Em 1922 voltou a Lisboa rico e com uma aura de prestígio. Comprou a representante de uma marca americana de automóveis. Seguiu-se o caso Ambaca – passou cheques sem cobertura e adquiriu a empresa usando o activo de tesouraria para cobrir a sua desfalcada conta. 100 mil dólares de lucro!. Com o que ganhou, comprou a Companhia Mineira do Sul de Angola. Em 1924 um revés; foi preso no Porto – desfalque e acusação de tráfico de armas.
Quando, quase dois meses depois, saiu da Cadeia da Relação trazia uma ideia de uma grande ousadia.– o plano assentava numa ideia muito simples – o problema dos falsificadores de notas, mesmo o dos mais sofisticados, era conseguir um produto final sem falhas – rigor das chapas de impressão, qualidade do papel e das tintas, numeração sequencial… Mais tarde ou mais cedo as notas falsas eram descobertas por haver falha num ou mais destes items – mas, e se as notas falsas fossem… verdadeiras? E montou um esquema de grande eficácia e operacionalidade com vários cúmplices, gente qualificada e competente. Basta dizer que entre os elementos do grupo havia um financeiro holandês – Karel Marang, um espião alemão, o irmão do embaixador português na Haia… falsificando assinaturas da administração do banco emissor de moeda, usando influências de Cônsules, conseguiu a validação de um contrato fictício: encomendou em nome do Banco de Portugal à empresa britânica Waterlow & Sons Limited uma emissão de 200 mil notas de 500 escudos, usando uma chapa com a efígie de Vasco da Gama.
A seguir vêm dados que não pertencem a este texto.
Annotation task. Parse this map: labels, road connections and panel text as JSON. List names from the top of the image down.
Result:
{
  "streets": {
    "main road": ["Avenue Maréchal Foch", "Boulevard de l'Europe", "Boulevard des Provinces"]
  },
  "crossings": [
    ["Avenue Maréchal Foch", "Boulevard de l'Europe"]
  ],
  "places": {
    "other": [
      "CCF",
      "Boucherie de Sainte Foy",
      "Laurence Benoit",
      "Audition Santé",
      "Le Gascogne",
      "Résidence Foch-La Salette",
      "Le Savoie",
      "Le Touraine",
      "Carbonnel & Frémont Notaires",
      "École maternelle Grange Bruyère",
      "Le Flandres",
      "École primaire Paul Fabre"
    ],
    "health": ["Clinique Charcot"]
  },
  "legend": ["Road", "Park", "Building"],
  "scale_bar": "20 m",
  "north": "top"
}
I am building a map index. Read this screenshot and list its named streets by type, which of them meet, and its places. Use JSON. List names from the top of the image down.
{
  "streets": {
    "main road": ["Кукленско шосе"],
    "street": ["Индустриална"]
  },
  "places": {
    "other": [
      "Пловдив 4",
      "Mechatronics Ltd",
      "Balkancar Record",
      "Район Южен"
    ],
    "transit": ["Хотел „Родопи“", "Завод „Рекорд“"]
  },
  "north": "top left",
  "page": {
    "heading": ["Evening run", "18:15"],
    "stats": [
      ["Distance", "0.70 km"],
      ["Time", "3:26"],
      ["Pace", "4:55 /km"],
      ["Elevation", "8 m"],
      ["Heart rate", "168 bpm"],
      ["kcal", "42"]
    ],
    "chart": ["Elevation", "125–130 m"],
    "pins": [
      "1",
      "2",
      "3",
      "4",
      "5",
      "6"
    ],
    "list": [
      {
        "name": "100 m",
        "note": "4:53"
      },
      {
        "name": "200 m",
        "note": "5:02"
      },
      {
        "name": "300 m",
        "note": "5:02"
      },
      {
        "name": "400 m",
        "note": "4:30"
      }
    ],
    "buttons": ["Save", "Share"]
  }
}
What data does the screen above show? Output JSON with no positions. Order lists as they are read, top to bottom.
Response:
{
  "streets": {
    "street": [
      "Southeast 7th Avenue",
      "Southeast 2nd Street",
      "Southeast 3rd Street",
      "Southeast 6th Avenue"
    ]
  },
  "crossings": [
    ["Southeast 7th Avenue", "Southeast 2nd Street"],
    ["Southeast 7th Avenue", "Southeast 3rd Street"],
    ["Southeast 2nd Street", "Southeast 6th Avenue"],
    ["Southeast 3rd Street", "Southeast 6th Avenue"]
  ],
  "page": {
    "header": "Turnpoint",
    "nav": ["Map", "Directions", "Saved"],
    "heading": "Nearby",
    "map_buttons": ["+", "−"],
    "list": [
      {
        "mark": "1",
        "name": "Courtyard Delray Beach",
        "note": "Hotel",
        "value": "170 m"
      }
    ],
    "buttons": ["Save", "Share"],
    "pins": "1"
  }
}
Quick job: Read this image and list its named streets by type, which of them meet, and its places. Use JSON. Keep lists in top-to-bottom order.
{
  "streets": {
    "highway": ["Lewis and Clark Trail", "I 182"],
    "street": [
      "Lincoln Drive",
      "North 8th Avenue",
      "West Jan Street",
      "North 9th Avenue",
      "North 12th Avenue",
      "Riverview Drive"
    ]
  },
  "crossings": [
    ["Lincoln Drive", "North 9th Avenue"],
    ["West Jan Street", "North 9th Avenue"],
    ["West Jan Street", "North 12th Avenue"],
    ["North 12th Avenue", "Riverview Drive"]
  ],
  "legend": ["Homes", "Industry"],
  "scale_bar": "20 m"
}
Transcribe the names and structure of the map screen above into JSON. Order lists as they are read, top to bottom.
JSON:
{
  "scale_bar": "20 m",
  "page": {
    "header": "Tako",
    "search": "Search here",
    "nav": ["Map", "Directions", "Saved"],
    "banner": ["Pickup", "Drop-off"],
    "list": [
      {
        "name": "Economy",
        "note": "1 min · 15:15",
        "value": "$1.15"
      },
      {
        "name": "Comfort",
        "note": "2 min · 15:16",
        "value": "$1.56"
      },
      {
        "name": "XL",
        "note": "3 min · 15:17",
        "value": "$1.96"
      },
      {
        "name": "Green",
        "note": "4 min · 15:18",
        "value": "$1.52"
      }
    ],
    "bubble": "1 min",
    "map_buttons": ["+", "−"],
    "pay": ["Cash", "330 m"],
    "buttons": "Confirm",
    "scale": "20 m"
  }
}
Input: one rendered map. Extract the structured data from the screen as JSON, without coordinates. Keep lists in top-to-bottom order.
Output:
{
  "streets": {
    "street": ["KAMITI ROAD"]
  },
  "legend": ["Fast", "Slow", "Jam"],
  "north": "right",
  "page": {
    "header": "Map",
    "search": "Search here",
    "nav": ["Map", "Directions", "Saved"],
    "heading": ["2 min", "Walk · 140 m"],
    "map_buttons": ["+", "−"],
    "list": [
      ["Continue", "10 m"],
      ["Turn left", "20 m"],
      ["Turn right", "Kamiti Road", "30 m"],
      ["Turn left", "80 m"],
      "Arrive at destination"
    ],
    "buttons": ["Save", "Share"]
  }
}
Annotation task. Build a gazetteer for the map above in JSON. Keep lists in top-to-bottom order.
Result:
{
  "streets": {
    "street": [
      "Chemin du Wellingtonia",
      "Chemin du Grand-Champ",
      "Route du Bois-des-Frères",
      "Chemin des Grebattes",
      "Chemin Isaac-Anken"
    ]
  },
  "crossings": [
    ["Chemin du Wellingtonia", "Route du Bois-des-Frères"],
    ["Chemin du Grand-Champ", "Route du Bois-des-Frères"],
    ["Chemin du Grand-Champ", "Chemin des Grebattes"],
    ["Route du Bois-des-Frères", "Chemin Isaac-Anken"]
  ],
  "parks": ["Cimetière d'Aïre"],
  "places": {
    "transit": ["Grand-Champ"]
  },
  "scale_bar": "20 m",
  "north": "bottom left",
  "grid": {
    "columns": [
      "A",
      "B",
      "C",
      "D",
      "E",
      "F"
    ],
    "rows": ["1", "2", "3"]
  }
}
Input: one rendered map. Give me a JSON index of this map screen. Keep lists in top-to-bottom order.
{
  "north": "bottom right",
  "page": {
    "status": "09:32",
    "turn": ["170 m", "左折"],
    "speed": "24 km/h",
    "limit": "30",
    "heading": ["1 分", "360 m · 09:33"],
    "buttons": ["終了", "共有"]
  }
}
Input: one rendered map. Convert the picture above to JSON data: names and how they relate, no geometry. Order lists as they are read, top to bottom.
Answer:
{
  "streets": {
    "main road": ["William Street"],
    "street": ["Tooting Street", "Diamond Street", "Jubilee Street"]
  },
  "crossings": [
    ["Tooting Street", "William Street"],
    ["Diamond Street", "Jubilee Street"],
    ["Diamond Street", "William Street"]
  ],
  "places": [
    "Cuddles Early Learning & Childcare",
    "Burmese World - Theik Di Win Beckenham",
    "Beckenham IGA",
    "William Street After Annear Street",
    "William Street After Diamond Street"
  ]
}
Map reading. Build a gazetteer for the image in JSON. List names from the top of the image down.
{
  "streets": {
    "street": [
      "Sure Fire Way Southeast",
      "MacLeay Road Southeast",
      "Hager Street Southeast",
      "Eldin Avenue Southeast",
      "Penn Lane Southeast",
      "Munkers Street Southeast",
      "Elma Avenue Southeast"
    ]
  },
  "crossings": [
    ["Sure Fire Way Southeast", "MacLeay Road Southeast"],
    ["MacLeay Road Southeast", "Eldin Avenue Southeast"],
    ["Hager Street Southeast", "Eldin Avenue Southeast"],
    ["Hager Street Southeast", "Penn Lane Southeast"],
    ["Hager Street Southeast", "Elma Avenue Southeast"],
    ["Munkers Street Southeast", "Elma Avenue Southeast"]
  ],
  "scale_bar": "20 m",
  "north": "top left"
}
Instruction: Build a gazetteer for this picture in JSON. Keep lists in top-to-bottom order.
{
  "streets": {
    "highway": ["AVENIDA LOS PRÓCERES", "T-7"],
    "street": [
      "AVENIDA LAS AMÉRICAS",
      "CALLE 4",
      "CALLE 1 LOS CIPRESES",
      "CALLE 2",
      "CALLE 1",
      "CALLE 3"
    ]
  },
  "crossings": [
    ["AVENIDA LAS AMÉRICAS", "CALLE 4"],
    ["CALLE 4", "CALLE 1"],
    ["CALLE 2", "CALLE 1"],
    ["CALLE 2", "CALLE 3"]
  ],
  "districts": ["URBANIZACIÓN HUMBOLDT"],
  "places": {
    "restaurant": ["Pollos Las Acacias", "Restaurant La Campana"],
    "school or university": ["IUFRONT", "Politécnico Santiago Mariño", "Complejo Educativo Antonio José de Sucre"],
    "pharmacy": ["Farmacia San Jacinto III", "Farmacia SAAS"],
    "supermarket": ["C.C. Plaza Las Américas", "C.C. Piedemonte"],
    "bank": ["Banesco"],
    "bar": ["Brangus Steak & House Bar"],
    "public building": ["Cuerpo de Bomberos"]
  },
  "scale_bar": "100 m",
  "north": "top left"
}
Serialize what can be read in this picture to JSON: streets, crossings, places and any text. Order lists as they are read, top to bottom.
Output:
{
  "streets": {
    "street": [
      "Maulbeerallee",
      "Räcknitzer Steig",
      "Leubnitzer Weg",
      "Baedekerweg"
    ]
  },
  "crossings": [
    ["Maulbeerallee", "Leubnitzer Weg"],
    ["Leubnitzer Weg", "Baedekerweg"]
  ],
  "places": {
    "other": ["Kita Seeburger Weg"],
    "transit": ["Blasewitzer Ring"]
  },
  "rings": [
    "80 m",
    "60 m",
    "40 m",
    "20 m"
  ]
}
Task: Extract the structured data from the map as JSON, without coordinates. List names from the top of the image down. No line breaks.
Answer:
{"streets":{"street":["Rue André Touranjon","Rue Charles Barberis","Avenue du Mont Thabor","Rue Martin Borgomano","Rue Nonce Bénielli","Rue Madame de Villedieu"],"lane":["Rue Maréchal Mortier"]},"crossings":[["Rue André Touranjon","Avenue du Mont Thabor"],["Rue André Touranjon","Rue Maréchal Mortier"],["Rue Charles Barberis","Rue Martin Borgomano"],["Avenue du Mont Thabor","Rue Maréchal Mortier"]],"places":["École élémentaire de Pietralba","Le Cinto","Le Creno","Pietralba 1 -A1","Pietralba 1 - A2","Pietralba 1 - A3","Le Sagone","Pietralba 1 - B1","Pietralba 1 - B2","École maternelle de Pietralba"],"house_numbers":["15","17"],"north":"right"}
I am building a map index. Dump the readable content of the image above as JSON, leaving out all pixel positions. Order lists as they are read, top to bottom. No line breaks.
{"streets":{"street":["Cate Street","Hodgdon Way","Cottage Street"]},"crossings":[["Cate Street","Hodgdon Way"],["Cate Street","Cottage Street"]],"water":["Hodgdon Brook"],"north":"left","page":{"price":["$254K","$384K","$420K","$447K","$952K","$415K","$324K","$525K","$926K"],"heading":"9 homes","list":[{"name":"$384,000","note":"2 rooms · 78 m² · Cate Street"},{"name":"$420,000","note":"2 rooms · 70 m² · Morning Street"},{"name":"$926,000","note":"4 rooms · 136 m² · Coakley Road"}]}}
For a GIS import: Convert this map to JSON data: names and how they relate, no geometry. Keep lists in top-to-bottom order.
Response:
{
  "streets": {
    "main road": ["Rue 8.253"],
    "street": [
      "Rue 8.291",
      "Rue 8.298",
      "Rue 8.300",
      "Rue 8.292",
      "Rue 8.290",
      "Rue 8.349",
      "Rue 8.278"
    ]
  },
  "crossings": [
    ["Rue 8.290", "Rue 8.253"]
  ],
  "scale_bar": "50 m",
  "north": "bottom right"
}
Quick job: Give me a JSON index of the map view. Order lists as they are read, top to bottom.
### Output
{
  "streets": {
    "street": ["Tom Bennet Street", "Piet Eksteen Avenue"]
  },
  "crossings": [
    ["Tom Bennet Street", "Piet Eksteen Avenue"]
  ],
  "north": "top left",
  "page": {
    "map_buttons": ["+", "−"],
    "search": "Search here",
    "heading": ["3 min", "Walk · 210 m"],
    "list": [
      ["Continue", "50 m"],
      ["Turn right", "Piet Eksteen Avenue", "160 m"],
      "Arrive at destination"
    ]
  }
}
Em Fevereiro de 1925 foi recebida a primeira entrega. E as notas Vasco da Gama começaram a circular. Alves dos Reis ficava com 25% do valor das notas – o restante era para as despesas da operação, incluindo subornos, e para pagar aos cúmplices. Mesmo assim, as importâncias que arrecadava eram fabulosas. Em Junho de 1925, comprava o Banco de Angola e Metrópole (falsificando documentos até obter um alvará legítimo), comprou quintas, uma frota de táxis, palacetes, automóveis, jóias para a mulher. Tentou comprar o Diário de Notícias… No fundo, Artur estava a tentar aplicar o golpe da Ambaca a uma escala gigantesca – o último passo previsto era a compra do Banco de Portugal. Controlando o Banco, poderia apagar os vestígios da operação fraudulenta e evitar assim o perigo de uma investigação futura. Ainda adquiriu dez mil acções do Banco; mas eram precisas 45 mil para assegurar a maioria do capital.
Embora corressem rumores de que havia notas falsas em circulação, os peritos não detectaram qualquer irregularidade. Mas os boatos não cessavam e os jornalistas começaram a investigar. E em 5 de Dezembro de 1925, O Século levantou o véu que cobria da quase inacreditável burla. E tudo foi deslindado. No dia seguinte, Alves dos Reis foi preso, bem como a maioria dos seus cúmplices – os bens confiscados. Até 8 de Maio de 1930, data do início do julgamento, esteve preso. Não perdeu tempo e, falsificando documentos na prisão, conseguiu convencer um juiz de instrução de que a administração do Banco de Portugal estava implicada na fraudulenta operação. Foi condenado a 20 anos – 8 de prisão e 12 de degredo. Saiu em liberdade em Maio de 1945. Tinha uma imaginação mais fértil do que os protagonistas dos escândalos financeiros dos nossos dias. Talvez as suas burlas fossem consideradas operações de engenharia financeira…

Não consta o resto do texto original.